On 10 October 2015, the Official State Gazette published Royal Decree 900/2015, which regulates the administrative, technical and economic requirements for supplying and generating electricity for self-consumption, establishing a regulatory framework that guarantees the economic sustainability of the system and adequate distribution of system costs.
It also stipulates the tolls and charges payable for self-consumption, in accordance with the Electricity Act 24/2013, which already established that self-consumption must contribute to financing the costs and services of the system to the same extent as other consumers (the criticised ‘tax on the sun’). Specifically, Royal Decree 900/2015 imposes the aforementioned tolls and charges on self-producers, both at a fixed cost according to installed power capacity and at a variable cost according to the electricity self-consumed. The regulation also considers a specific surcharge for those who use batteries to store some of the electricity produced by their solar panels. There are two exceptions to this rule whereby consumers are exempt from paying costs:
- consumers on islands; and
- small consumers with a contracted capacity of no more than 10kW.

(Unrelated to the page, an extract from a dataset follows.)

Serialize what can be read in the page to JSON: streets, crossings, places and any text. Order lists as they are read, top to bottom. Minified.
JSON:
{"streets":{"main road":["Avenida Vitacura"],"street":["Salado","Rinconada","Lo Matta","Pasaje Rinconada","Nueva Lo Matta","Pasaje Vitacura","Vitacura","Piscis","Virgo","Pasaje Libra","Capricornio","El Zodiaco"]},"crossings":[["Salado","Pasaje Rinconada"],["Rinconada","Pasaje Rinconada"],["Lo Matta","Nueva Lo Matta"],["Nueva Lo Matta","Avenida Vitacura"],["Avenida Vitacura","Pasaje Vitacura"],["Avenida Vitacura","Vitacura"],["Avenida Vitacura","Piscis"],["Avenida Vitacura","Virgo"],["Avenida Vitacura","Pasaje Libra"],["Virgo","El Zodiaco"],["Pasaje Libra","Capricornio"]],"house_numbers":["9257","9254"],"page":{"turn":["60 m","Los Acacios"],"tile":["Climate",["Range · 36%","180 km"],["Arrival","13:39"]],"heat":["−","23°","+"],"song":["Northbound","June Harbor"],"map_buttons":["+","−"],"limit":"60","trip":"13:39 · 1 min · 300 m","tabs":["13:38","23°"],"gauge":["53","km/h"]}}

Accordingly, a record of self-consumption facilities has been created so that system operators and electricity distributors are aware of generation facilities within their networks, and to therefore ensure the correct operation of the electricity system under safe conditions. Royal Decree 900/2015 establishes two categories of self-consumption depending on the size of the facilities: (1) facilities with a capacity generation lower than 100kW, which may feed their excess capacity into the grid, but without receiving any compensation in return; and (2) large producers – facilities with a capacity generation higher than 100kW, which may charge for the excess energy that they feed into the grid, at the current wholesale market price when the energy is provided. Nevertheless, such activity is, from a legal point of view and for tax purposes, equal to production activity and consequently subject to power generation charges and to the 7 per cent tax on energy production.

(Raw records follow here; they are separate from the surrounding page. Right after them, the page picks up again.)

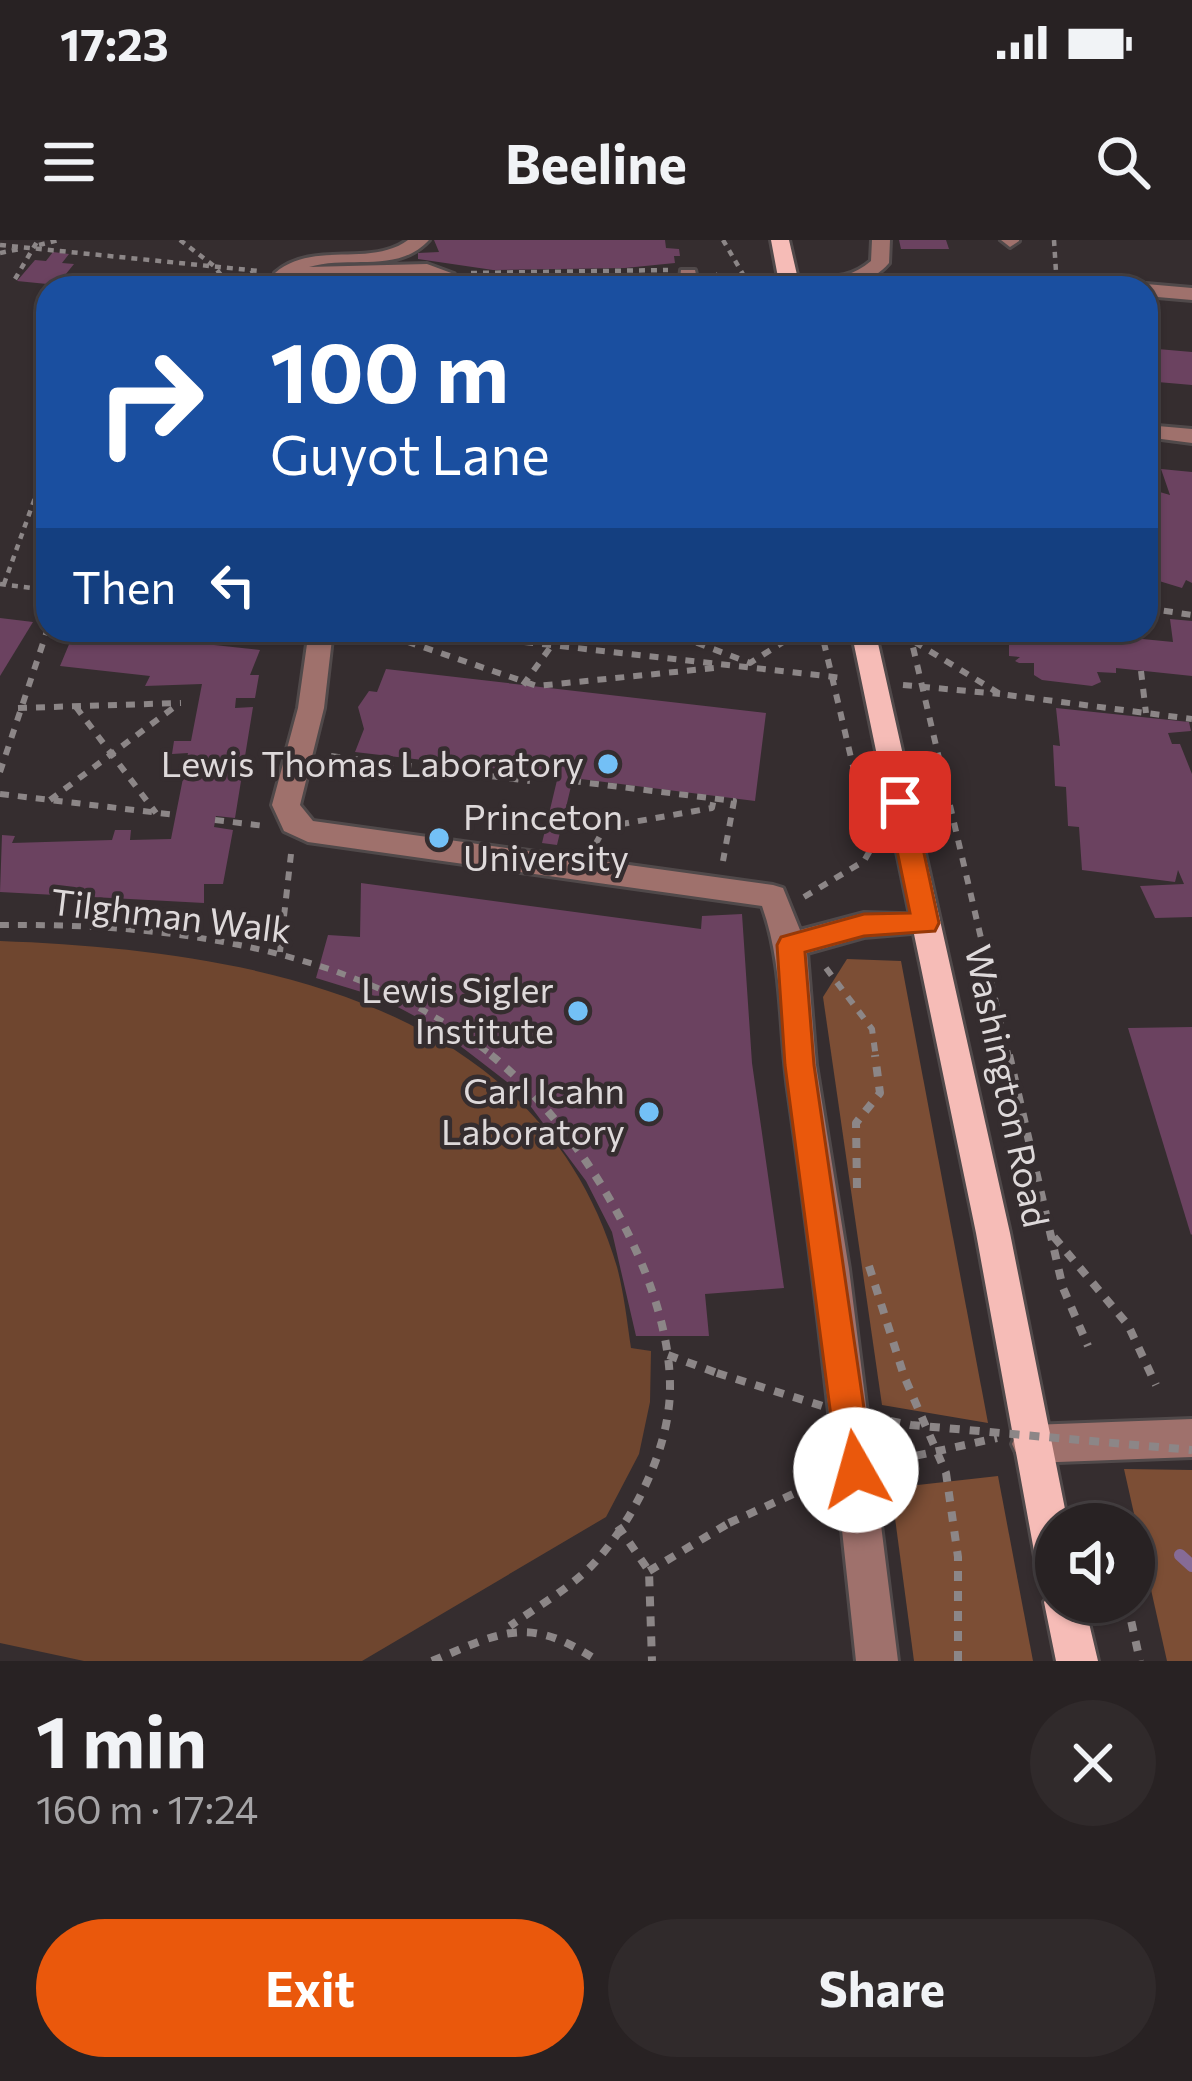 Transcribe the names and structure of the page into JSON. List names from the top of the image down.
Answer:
{
  "streets": {
    "main road": ["Washington Road"],
    "path": ["Tilghman Walk"]
  },
  "places": [
    "Lewis Thomas Laboratory",
    "Princeton University",
    "Lewis Sigler Institute",
    "Carl Icahn Laboratory"
  ],
  "page": {
    "status": "17:23",
    "header": "Beeline",
    "turn": ["100 m", "Guyot Lane"],
    "then": "Then",
    "heading": ["1 min", "160 m · 17:24"],
    "buttons": ["Exit", "Share"]
  }
}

Lastly, the Royal Decree gives consumers, installers and other agents a period of six months to adapt to its provisions.
The Spanish Supreme Court issued ruling No. 1542/2017 dated 13 October 2017, by means of which it is stated that self-consumers shall also contribute to the electrical system costs provided that they are connected to the grid. Self-consumers demanded that the obligation imposed by Royal Decree 900/2014 was a kind of ‘levy on the sun’, but our Supreme Court has rejected their petitions.
On 24 December 2016, the Royal Decree Law 7/2016 was published in the Spanish Official State Gazette and amended Electricity Act 24/2013 in relation to the financing mechanism of the cost of the social tariff. It allocates social tariff costs to company sectors on the basis of the number of customers of their retail subsidiaries. The social tariff will cover the difference between the PVPC and a base value that may vary depending on the categories of vulnerable consumers established.
In addition, it creates another group, of ‘severely vulnerable consumers’, whose supply cannot be interrupted, as well as co-financing their invoices by the relevant administration and by the obligated companies of the sector.
On 7 October 2017, Royal Decree 897/2017, which further developed Royal Decree Law 7/2016, was published in the Spanish Official State Gazette. Royal Decree 897/2017 defines the figure of the vulnerable consumer, associating it, as a general rule, with certain thresholds of income referred to the Public Indicator of Income of Multiple Effects, based on the number of members that make up the family unit. The thresholds can be increased if special circumstances are proven for one of the members of the family unit.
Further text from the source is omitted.